Isso pode indicar que o Yanliaomyzon se comportava de maneira semelhante às espécies modernas de lampreias, com os adultos nadando rio acima em águas doces para depositar seus filhotes. Os filhotes teriam começado suas vidas como filtradores em água doce antes de finalmente seguirem para o oceano para caçar e começar o ciclo novamente.
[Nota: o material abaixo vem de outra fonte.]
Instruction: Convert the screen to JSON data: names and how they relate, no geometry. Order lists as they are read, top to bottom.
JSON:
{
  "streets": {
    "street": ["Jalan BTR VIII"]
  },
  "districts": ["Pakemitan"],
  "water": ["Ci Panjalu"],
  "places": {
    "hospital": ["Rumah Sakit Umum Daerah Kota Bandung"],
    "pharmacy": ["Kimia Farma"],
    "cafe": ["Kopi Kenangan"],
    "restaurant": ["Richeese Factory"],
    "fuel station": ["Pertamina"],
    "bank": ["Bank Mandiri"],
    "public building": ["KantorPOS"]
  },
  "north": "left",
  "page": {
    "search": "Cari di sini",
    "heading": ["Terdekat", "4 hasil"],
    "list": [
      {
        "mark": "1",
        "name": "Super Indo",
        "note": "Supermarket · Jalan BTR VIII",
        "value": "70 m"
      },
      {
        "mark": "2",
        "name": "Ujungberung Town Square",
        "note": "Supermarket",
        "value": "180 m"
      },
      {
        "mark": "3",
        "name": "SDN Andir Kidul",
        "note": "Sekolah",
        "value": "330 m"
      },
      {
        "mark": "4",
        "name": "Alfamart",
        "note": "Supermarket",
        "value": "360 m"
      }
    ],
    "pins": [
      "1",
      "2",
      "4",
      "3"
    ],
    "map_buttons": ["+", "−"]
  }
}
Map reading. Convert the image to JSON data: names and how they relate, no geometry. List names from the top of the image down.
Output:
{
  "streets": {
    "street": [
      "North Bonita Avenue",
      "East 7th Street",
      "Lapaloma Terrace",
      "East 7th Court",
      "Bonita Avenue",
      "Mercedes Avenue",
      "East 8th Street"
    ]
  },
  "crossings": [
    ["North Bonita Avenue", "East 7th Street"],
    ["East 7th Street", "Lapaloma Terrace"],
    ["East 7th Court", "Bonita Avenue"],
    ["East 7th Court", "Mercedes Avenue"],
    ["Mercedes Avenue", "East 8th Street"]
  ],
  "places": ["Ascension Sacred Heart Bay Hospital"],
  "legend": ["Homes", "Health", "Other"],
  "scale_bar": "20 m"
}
Fósseis adicionais poderiam elucidar ainda mais as grandes mudanças pelas quais as lampreias passaram desde seus primórdios como pequenos peixes em um mundo de nadadores blindados. “O registro fóssil das lampreias, em comparação com os registros de outros grupos de vertebrados, deve estar entre os menos completos”, revela o paleontólogo Michael Coates, da Universidade de Chicago, Estados Unidos, que não participou do estudo.
Os novos fósseis são um “material fascinante”, observa ele, fornecendo uma riqueza de novas informações sobre um grupo de animais antigos que é conhecido principalmente por apenas algumas partes isoladas da boca. Agora está claro que, no período jurássico, as lampreias haviam desenvolvido uma mordida impressionante.